• [TASK ITEM] Below are the records; collect from them each line containing the string "pixel".

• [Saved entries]
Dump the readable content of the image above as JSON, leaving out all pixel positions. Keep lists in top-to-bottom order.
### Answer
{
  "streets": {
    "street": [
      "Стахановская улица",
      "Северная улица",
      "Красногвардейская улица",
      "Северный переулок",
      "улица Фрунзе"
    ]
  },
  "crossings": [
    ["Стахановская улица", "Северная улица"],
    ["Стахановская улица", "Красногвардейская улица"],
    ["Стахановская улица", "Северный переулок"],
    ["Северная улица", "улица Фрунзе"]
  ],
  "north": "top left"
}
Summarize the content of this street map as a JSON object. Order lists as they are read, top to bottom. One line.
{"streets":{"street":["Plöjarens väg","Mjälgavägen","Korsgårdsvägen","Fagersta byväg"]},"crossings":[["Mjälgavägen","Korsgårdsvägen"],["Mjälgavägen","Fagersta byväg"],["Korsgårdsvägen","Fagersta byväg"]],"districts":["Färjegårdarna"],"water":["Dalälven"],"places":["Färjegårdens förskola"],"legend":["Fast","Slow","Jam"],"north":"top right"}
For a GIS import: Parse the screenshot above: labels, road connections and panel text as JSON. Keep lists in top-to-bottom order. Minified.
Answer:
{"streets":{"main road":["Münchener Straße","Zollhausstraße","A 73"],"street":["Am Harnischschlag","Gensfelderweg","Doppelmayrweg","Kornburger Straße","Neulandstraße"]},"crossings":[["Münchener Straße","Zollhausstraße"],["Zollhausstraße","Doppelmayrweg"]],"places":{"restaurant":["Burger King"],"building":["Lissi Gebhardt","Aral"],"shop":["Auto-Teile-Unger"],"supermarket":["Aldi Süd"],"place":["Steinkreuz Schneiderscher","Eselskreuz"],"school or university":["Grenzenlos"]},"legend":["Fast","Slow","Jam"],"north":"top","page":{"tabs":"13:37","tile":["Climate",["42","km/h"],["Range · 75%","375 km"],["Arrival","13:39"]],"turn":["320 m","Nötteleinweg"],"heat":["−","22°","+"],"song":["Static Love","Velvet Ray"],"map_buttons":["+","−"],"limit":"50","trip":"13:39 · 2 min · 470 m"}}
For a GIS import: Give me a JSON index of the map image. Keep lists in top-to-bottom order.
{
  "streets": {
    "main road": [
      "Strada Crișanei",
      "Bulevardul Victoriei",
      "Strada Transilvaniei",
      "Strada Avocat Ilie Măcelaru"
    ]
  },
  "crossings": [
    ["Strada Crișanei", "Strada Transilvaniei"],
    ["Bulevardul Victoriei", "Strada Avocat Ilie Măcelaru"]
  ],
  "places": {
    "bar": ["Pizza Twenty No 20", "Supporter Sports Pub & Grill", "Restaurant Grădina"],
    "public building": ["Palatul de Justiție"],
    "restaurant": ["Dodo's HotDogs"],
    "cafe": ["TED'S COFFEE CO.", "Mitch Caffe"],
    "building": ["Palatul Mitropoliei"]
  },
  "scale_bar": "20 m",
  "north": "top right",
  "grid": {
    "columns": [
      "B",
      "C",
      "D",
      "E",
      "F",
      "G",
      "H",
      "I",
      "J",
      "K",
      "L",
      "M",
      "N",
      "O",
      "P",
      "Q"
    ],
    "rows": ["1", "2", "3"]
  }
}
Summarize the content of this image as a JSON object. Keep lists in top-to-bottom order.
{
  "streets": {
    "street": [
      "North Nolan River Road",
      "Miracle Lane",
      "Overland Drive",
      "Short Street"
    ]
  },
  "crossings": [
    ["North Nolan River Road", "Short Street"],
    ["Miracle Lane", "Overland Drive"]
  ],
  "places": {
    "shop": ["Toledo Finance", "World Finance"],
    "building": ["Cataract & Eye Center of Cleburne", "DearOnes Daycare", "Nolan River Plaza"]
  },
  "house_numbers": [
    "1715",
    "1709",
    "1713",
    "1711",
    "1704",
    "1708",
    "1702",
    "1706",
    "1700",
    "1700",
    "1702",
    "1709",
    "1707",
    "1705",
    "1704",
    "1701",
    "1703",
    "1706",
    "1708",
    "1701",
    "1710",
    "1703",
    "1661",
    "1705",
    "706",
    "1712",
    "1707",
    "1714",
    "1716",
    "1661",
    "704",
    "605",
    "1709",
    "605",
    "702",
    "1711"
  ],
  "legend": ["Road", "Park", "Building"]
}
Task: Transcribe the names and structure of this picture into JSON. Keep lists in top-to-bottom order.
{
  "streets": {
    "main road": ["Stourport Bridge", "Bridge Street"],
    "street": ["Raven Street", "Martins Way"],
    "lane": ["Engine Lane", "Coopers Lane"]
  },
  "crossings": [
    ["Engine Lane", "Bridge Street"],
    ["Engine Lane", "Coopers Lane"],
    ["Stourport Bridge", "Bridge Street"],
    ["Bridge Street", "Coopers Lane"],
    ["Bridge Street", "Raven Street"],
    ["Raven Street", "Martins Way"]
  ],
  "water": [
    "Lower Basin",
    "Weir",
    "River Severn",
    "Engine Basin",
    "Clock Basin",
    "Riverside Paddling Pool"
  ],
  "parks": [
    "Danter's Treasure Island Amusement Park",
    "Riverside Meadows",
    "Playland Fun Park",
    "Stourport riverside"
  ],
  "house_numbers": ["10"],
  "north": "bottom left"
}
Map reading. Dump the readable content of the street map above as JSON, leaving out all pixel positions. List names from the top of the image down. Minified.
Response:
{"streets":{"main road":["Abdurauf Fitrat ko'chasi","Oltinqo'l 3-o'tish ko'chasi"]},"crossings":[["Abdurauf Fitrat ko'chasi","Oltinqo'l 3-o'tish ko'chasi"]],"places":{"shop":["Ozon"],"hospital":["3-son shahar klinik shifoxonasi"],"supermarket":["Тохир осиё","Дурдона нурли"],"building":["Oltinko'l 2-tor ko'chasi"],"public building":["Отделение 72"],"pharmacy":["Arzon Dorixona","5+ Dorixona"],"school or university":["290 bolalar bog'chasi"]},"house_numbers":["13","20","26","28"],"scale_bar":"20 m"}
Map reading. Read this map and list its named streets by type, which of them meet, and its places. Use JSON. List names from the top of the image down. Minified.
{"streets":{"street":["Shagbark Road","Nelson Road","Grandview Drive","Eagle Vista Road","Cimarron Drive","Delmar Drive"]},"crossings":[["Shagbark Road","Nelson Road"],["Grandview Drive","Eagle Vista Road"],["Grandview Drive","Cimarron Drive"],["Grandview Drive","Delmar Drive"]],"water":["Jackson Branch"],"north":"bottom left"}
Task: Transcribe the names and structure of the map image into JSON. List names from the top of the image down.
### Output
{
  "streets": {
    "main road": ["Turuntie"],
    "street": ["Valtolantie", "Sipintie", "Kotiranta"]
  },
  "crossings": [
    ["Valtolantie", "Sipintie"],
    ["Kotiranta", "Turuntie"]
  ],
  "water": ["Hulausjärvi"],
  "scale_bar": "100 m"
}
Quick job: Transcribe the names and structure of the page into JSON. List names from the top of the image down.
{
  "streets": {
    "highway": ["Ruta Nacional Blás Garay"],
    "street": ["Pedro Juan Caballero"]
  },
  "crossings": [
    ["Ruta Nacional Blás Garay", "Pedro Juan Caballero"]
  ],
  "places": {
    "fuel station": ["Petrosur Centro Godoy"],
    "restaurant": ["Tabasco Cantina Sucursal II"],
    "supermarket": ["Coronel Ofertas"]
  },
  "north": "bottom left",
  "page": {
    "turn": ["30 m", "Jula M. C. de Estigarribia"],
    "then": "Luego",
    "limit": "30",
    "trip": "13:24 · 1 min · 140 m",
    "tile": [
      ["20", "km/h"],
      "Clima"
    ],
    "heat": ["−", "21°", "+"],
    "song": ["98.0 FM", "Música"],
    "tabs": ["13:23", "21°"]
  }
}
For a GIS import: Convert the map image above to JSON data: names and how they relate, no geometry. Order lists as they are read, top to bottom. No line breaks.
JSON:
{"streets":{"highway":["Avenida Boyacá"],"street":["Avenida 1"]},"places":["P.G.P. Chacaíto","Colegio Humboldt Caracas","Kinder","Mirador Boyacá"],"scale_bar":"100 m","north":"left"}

• [WRITTEN RESPONSE]
Dump the readable content of the image above as JSON, leaving out all pixel positions. Keep lists in top-to-bottom order.
Map reading. Dump the readable content of the street map above as JSON, leaving out all pixel positions. List names from the top of the image down. Minified.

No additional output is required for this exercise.